Bank Account

UML Class Diagram Example

This is an example describing some types of Bank Accounts using UML generalization sets.

Bank accounts could be grouped into UML generalization sets based on different criteria. Example diagram below shows bank accounts split by liability type and account type. These two orthogonal dimensions also have corresponding power types - LiabilityType and AccountType.

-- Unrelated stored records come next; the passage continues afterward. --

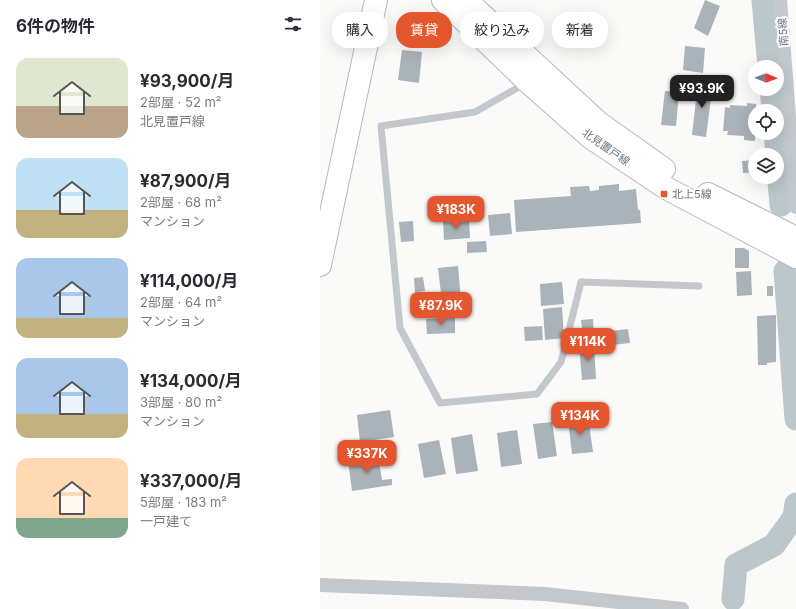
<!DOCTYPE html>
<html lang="ja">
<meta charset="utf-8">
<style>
:root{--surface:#fff;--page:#f2f2f3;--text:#2b2b33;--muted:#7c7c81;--accent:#e4572e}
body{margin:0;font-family:Inter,"Noto Sans JP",sans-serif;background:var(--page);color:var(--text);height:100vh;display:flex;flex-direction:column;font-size:15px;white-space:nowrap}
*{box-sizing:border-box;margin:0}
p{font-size:13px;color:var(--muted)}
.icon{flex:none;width:22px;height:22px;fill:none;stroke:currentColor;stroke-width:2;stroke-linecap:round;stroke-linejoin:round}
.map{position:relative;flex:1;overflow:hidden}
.drawer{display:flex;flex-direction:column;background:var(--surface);width:320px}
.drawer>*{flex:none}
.guide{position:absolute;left:12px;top:12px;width:380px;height:36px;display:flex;gap:8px}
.needle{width:26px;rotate:91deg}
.fabs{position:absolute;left:428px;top:60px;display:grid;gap:8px}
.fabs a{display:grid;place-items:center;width:36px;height:36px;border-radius:50%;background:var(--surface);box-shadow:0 4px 16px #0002;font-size:20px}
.price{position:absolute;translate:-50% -34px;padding:0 9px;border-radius:8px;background:var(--accent);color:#fff;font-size:13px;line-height:26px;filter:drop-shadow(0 1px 2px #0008)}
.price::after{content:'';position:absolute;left:50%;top:24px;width:12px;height:9px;margin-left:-6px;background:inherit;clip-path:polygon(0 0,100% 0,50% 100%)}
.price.current{background:#222;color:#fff}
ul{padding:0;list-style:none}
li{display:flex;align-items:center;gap:12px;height:100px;padding:0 16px}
li span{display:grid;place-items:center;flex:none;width:112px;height:80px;border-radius:12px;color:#555}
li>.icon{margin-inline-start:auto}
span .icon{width:48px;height:48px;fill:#fffc;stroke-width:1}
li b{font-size:17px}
h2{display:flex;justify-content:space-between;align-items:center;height:48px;padding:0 16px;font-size:17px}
.pill{padding:0 14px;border-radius:16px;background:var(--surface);box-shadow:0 4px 16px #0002;font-size:14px;line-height:36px}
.pill.current{background:var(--accent);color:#fff}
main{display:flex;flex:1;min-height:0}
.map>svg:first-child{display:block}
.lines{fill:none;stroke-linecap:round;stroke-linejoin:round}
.river{stroke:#bbc7cb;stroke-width:23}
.building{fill:#aab3b9}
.primary-casing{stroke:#b5babe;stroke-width:24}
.motorway-casing{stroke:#b4b9bd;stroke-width:24}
.service{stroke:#c3c8cc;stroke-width:7}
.minor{stroke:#c3c8cc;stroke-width:14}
.primary{stroke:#fff;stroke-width:22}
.motorway{stroke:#fff;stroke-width:22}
.poi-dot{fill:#e4572e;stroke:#fff;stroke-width:1.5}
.labels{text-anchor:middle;stroke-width:4;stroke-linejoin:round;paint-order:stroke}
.street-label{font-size:11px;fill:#657683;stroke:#fff}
.poi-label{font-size:11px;fill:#657683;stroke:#fff;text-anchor:start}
</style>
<main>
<section class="drawer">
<h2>6件の物件<svg class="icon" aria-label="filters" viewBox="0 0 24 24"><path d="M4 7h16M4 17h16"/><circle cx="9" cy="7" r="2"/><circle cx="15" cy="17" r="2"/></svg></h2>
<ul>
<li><span style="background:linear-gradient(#dfe7d0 60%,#b9a48a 0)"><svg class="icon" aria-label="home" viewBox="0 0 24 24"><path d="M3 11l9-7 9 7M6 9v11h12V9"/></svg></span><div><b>¥93,900/月</b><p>2部屋 · 52 m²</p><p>北見置戸線</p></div></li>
<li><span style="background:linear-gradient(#bfe0f5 65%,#c2b280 0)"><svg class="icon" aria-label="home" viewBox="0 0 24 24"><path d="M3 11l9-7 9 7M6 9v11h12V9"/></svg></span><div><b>¥87,900/月</b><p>2部屋 · 68 m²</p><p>マンション</p></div></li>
<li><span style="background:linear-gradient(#a9c7e8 75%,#c2b280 0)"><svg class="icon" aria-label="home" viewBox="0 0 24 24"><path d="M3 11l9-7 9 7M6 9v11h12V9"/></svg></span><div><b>¥114,000/月</b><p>2部屋 · 64 m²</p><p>マンション</p></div></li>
<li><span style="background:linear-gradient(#a9c7e8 70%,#c2b280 0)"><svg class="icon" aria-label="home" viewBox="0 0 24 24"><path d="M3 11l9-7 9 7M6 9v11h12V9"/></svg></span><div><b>¥134,000/月</b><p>3部屋 · 80 m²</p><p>マンション</p></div></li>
<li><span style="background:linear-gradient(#ffd9b3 75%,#7fa58c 0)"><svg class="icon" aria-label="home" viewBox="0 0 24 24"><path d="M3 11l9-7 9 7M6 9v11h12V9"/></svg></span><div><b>¥337,000/月</b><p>5部屋 · 183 m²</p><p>一戸建て</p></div></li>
</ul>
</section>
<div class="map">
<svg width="476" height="609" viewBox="0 0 476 609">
<rect width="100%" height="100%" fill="#fafaf8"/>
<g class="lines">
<!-- river -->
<path class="river" d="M443 0 449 67
M451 89 453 111
M455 133 457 155
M457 159 461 205
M465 271 476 419
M413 599 416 565 454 545 474 517 476 504"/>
</g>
<!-- building -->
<path class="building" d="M385 0 400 6 388 36 374 28Z
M365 46 385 48 383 73 363 70Z
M82 50 102 52 99 83 78 80Z
M378 82 393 83 386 137 372 135Z
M345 91 359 92 356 126 341 125Z
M427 103 436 104 435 141 424 140V136L407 135 408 131H403L405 107 410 108V105L427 106Z
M435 160V172L423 173 422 161Z
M299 184V191L316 189 318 210H320L321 223 196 232 194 200 251 196 250 187 269 186 270 191 279 190V186Z
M190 213 192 234 170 236 168 215Z
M149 220 150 238 124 240 123 221Z
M93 221 94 241 81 242 79 222Z
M166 241 167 252 147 253V242Z
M415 248H424L429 251V268H415Z
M138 266 141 300 122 302 118 268Z
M431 271 432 295 417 296 416 272Z
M103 277 105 291 95 292 94 278Z
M242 282 244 304 221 306 220 284Z
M447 286H453V296H447Z
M117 298 118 306 102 307V299Z
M242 307 244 338 225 340 223 309Z
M456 315V362L447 363V365H438L437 316Z
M135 318V333L107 334 106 319Z
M273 319 274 335 263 336 261 320Z
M222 326 223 340 205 341 204 327Z
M308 329 310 343 282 346 281 332Z
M274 345 276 379 262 380 259 346Z
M70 410 74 437 40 442 37 415Z
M268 417 273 452 252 454 248 420Z
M232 422 237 456 218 459 213 424Z
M197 430 202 464 181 467 177 433Z
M152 434 158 471 136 474 131 438Z
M119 440 126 474 104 478 98 444Z
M58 456 62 480 72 479V485L32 491 28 460Z"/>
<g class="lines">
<!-- primary casing -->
<g class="primary-casing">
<path id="primary" d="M123 0 208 82 270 137 346 188 476 257
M146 0 279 123 344 169
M388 194 476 238"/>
</g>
<!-- motorway casing -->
<g class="motorway-casing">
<path id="motorway" d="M0 265 56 0"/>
</g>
<!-- service -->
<path class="service" d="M206 83 155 112 61 126 80 328 120 403 217 394 241 362 261 282 379 286"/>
<!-- minor -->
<path class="minor" d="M460 0 476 207
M0 585 225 594 362 609"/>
<!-- primary -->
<use href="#primary" class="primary"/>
<!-- motorway -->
<use href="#motorway" class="motorway"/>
</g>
<!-- markers -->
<rect class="poi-dot" x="340" y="190" width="8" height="8" rx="2"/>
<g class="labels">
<!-- street labels -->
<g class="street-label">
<text transform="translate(463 32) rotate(-94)" y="4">南5線</text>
<text transform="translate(286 147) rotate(35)" y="4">北見置戸線</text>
</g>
<!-- poi labels -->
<g class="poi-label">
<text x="352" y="198">北上5線</text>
</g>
</g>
</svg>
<div class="fabs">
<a><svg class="needle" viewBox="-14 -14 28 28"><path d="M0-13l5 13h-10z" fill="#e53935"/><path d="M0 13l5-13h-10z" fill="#7c7c81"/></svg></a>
<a><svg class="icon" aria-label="locate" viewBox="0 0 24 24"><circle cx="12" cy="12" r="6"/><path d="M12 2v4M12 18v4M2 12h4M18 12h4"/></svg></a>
<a><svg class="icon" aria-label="layers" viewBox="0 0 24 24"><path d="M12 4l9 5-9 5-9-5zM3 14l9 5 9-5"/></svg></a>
</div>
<b class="price current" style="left:382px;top:109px">¥93.9K</b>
<b class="price" style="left:136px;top:230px">¥183K</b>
<b class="price" style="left:121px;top:326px">¥87.9K</b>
<b class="price" style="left:268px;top:362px">¥114K</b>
<b class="price" style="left:260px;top:436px">¥134K</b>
<b class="price" style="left:47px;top:474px">¥337K</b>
<div class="guide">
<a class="pill">購入</a>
<a class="pill current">賃貸</a>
<a class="pill">絞り込み</a>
<a class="pill">新着</a>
</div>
</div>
</main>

Bank account could be used either for personal or for business purposes. To show that it assumes complete coverage and there is no overlapping, we have liability type constraints shown as {complete, disjoint}.

Note, that business owners still may use a personal bank account for their business purposes but it is not recommended primarily because it can affect legal liability of business owner. From the bank's point of view, e.g. when opening an account, these two are two different kinds of accounts.

Another classification of bank accounts is based on related options and features and is shown below as account type generalization set. To show that it this set is incomplete but still there is no overlapping, we have account type constraints shown as {incomplete, disjoint}.

Note, that it is possible to have bank accounts with different combinations of account liability and account type, for example, personal savings account or business money market account.

Bank account taxonomy UML class diagram example with generalization sets and power types.

Bank account taxonomy UML class diagram example with generalization sets and power types.

The purpose of savings account is to allow us to save money. Account holder can make some limited number of deposits and withdrawals per month, while account provides no checks. Bank usually pays interest rate that is higher than that of a checking account, but lower than a money market account or CDs.

A checking account is a bank account that uses checks as a way to withdraw or transfer money from the account - pay bills, buy items, transfer or loan money. Usually banks allow account holders to make withdrawals and deposits through automatic teller machines (ATM). Basic checking accounts, sometimes called No frills accounts, offer a limited set of services. They usually do not pay interest, have lower required minimum balance, may restrict writing and/or depositing more than a certain number of checks per month. Checking accounts with interest have higher required minimum balance but pay interest (based on the average balance maintained), and usually offer a better services, like allowing to write unlimited number of checks. These accounts are sometimes referred to as negotiable order of withdrawal (NOW) accounts.

Money market account or money market deposit account (MMDA) pays interest at a higher rate than the rate paid on savings or checking accounts with interest. Market accounts usually require a higher minimum balance for the account to start earning interest, as compared to checking or savings account. Fund withdrawals allowed per month are very limited.

Certificates of deposit (CDs) also known as time deposits are bank accounts that require the account holder to make a relatively large deposit and leave funds in the account for some agreed amount of time, usually several months or years. There is a penalty for early withdrawal of funds. Because of these restrictions, the interest paid on a CD is usually higher than the interest paid with other types of bank accounts.

Two special cases shown on this UML diagram are Children's Savings Account and Health Savings Account (HSA). These two accounts are both Personal Accounts as well as Savings Accounts. It is shown as multiple inheritance.

Children's Savings Account is a personal savings account that allows children to learn about money savings, interest rates and see what this means in relation to their savings. Some banks require some monthly fee or minimum balance and could charge fees, if an account is inactive or there are too many small deposits.

Health Savings Account (HSA) is a personal savings account that allows individuals covered by high-deductible health plans to receive tax-preferred treatment of money saved for future medical expenses.